Jakarta –
Penghapusan pajak progresif sekaligus bea balik nama kendaraan bekas bisa memberikan dampak signifikan. Masyarakat disebut bisa lebih taat pajak.
Pajak progresif dan bea balik nama kendaraan bekas sering dianggap memberatkan. Hal ini juga yang menjadi pemicu masyarakat enggan memenuhi kewajibannya sebagai pemilik kendaraan. Keberadaan pajak progresif misalnya, membuat masyarakat mengakali kepemilikan kendaraan supaya terhindar membayar pajak yang tinggi.

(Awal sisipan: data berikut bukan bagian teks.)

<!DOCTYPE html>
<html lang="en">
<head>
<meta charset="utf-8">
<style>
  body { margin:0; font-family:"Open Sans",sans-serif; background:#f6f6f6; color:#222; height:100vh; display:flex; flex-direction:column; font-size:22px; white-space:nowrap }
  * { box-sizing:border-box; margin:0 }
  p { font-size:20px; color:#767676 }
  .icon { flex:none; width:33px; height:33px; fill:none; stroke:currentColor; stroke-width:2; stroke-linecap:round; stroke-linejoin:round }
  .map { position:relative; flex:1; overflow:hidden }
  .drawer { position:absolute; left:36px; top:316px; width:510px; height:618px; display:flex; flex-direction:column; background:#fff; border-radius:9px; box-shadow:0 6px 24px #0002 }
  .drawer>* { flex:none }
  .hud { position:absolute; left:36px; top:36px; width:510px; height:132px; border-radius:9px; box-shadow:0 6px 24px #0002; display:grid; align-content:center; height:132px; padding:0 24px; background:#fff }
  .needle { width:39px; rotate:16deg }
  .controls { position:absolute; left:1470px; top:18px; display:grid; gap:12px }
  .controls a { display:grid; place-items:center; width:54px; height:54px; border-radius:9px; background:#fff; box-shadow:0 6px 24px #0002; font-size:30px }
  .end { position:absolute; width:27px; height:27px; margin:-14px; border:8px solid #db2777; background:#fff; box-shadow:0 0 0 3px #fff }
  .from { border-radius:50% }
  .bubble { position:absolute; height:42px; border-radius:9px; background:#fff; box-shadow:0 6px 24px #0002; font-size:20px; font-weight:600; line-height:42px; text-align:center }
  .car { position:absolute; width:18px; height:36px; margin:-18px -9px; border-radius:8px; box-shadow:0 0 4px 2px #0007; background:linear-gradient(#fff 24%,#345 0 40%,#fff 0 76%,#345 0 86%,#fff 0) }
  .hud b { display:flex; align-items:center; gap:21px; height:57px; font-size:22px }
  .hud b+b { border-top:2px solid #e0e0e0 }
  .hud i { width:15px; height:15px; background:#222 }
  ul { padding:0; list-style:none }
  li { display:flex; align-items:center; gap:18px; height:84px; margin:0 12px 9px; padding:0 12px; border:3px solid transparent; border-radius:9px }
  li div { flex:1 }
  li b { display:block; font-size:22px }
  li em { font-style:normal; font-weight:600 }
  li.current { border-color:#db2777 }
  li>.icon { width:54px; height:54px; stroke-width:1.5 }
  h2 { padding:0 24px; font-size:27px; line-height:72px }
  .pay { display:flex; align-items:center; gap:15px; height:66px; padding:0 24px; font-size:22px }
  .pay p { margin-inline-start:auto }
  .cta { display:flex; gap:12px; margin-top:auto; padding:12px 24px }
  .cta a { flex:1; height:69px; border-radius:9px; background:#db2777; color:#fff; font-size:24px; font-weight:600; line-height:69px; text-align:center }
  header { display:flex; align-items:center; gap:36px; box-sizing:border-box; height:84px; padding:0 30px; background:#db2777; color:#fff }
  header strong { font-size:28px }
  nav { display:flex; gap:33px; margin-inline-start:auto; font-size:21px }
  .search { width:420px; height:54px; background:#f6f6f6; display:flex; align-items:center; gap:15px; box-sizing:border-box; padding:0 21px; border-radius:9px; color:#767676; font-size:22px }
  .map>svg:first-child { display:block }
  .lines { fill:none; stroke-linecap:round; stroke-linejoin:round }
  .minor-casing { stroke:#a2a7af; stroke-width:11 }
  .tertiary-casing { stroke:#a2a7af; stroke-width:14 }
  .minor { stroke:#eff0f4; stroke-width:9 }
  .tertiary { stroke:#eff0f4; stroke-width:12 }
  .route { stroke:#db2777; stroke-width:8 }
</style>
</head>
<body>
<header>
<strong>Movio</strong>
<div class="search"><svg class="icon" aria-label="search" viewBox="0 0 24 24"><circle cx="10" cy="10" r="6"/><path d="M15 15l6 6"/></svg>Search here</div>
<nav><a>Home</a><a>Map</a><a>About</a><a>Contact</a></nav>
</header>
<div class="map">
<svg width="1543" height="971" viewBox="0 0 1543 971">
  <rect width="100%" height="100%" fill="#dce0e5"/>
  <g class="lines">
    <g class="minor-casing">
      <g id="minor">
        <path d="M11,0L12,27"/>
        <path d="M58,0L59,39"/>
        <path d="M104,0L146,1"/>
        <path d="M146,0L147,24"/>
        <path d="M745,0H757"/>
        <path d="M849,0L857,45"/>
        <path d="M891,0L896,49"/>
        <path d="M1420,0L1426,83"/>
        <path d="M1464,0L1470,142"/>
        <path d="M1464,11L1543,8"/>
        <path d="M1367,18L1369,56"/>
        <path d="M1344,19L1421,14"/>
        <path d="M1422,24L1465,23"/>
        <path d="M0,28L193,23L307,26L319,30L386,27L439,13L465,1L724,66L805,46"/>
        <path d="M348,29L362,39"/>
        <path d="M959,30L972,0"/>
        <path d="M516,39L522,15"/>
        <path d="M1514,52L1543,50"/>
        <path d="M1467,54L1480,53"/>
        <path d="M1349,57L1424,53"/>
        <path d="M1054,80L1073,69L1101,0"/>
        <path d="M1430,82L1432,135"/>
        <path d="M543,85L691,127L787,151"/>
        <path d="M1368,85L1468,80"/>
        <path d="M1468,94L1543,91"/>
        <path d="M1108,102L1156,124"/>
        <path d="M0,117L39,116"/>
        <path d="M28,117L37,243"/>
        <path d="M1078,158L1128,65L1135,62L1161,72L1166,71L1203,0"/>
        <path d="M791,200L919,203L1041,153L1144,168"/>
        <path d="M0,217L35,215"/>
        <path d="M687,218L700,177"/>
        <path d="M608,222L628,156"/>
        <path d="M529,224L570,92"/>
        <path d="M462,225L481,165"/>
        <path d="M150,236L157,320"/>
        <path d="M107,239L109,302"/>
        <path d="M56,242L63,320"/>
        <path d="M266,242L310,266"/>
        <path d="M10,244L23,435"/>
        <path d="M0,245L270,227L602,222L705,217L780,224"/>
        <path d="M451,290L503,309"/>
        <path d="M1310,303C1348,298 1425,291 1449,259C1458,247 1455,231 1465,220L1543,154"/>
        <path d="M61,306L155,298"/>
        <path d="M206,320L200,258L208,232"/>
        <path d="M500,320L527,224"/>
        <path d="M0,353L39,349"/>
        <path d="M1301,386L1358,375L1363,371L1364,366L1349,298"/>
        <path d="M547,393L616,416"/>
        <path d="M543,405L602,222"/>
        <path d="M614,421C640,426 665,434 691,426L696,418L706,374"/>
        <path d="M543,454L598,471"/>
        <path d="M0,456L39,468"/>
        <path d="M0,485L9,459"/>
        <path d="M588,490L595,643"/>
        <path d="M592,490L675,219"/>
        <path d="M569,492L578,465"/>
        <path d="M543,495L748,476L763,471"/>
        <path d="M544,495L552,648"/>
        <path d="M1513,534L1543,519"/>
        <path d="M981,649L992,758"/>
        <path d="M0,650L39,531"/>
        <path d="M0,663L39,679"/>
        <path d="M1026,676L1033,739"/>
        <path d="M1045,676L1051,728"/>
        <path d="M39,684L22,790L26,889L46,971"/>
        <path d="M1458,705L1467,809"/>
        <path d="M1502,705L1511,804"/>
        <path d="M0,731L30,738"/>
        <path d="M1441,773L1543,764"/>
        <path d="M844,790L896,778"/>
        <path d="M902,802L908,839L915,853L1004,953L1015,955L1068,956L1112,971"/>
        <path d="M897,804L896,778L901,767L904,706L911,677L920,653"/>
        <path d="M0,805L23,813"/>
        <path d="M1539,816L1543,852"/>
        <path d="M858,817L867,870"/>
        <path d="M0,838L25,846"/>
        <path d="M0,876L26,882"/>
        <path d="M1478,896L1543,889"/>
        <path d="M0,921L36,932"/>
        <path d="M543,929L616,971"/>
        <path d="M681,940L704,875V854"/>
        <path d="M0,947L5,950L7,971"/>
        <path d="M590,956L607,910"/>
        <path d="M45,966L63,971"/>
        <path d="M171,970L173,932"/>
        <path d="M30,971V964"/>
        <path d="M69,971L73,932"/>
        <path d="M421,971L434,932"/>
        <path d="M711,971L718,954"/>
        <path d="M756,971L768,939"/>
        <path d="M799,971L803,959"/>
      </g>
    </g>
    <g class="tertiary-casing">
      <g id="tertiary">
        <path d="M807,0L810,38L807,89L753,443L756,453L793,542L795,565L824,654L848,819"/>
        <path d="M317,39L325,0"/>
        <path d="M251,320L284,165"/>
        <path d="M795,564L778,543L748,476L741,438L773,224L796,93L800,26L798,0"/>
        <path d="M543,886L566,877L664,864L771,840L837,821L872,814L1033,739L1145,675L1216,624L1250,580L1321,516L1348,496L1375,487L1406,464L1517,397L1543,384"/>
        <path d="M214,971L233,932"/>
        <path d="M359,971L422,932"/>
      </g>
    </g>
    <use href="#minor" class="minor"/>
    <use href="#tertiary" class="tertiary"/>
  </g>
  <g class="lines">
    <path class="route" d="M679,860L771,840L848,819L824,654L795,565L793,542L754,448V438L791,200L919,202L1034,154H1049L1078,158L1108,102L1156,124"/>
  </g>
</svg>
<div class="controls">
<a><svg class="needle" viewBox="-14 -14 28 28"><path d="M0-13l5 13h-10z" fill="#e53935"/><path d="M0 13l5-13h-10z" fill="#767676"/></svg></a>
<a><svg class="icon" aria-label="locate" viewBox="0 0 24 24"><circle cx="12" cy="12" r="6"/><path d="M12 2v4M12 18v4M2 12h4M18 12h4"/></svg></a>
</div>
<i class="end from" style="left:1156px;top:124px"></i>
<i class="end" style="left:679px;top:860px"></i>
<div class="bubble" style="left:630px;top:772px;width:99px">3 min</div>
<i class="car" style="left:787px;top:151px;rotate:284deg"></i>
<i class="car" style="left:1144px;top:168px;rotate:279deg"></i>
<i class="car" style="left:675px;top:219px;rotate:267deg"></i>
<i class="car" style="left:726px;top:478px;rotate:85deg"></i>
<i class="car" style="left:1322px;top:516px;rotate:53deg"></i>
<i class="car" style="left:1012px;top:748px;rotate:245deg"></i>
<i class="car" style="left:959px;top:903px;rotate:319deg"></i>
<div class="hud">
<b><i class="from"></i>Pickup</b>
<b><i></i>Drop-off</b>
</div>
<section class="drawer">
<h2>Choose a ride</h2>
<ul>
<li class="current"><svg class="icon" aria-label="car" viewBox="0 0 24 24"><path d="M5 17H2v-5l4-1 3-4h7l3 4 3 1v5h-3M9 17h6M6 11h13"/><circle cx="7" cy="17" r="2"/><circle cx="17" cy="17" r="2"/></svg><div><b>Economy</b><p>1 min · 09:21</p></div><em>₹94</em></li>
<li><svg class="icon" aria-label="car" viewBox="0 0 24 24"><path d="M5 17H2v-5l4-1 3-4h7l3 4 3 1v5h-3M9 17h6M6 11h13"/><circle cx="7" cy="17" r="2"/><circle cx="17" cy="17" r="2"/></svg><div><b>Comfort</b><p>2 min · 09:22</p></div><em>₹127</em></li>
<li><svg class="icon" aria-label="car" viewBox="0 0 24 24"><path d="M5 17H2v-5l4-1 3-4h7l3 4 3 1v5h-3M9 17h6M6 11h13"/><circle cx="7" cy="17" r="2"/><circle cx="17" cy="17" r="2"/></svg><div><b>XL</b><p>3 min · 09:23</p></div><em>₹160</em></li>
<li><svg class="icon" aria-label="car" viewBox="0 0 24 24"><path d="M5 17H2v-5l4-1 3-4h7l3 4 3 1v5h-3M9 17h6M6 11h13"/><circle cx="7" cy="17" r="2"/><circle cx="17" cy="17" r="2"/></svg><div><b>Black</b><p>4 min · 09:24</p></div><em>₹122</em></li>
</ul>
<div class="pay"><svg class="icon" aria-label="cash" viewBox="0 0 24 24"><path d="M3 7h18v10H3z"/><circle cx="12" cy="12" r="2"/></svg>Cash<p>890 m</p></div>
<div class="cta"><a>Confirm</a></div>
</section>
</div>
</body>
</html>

Untuk diketahui, pajak progresif merupakan sistem pajak yang diterapkan dengan prinsip bahwa tarif pajak akan meningkat seiring dengan tingkat penghasilan atau kekayaan seseorang. Sistem ini dirancang untuk menciptakan tingkat keadilan yang lebih besar dalam pemungutan pajak. Tujuannya, agar seseorang dengan penghasilan atau kekayaan yang lebih tinggi membayar proporsi pajak yang lebih besar daripada individu dengan penghasilan atau kekayaan yang lebih rendah. Di sisi lain, penerapan pajak progresif juga dilakukan untuk mengendalikan laju pertumbuhan kendaraan di suatu daerah.
Pada kenyataannya, pertumbuhan kendaraan tetap terjadi karena banyak yang mengakali pajak progresif dengan menggunakan KTP orang lain. Pajaknya pun tak dibayar lantaran bukan milik aslinya.
“Kan progresif itu kan maksudnya supaya orang nggak punya mobil banyak tapi kan nggak bisa. Orang Indonesia punya duit beli mobil. Orang Indonesia nih kaya-kaya cuma nggak mau pakai namanya dia, takut progresif,” ujar Direktur Registrasi dan Identifikasi Korlantas Polri Brigjen Pol Yusri Yunus kepada detikOto belum lama ini.
Selain pajak progresif, bea balik nama kendaraan bekas (BBN2) juga sering dikeluhkan. Biaya yang dikeluarkan untuk mengurus balik nama lebih mahal dari pajak kendaraannya itu sendiri. Tak heran kalau banyak yang menanti pemutihan agar tak dibebankan biaya BBN dan hanya membayar pajaknya saja. Namun, pemutihan tak digelar setiap saat karena tergantung dengan kebijakan daerah. Alhasil, yang niatnya menunggu pemutihan tidak jarang malah kelewatan momen tersebut. Pajak pun jadi tak terbayarkan.
“Tunggunya pemutihan, setahun, 2 tahun, 3 tahun, 4 tahun. Nah orang tunggu pemutihan, pemutihan, pemutihan karena dia mahal BBN2 udah dia nggak balik nama,” tutur Yusri lagi.
Dampak Penghapusan Pajak Progresif dan Bea Balik Nama Kendaraan Bekas
Alhasil, tingkat kepatuhan masyarakat membayar pajak pun jadi minim. Dalam catatan Korlantas, dari total 165 juta kendaraan terdaftar, yang memperpanjang STNK 5 tahunan tak sampai setengahnya atau sekitar 69 juta unit. Sementara itu 96 juta unit kendaraan pajaknya tak dibayarkan.
Yusri menilai, untuk membuat masyarakat taat membayar pajak salah satu solusinya adalah menghapus bea balik nama kendaraan bekas dan juga pajak progresif. Masyarakat kata Yusri jadi tak merasa dibebankan bila kedua instrumen pajak itu dihapuskan. Saat ini diketahui sudah ada beberapa daerah yang menghapus BBN2 dan pajak progresif. Tapi menurut Yusri, supaya masyarakat lebih taat harus serempak diterapkan di seluruh daerah.
“Balik nama itu kan mahal tuh. Kalau semuanya BBN2 udah nol, pasti semua bayar pajak lah. Kalau progresif jadi nol berarti orang pada balik nama semua dong,” beber Yusri.
Dengan patuhnya masyarakat membayar pajak kata Yusri, daerah pun mendapat pemasukan yang signifikan. Pembangunan infrastruktur di daerah-daerah juga bisa berjalan dengan lancar.
“Gimana kalau orang Indonesia nih patuh aja 80-90 persen, waduh top banget pemasukan, tapi kan masuknya ke Pemda PAD (Pendapatan Asli Daerah) bukan ke polisi,” pungkas Yusri.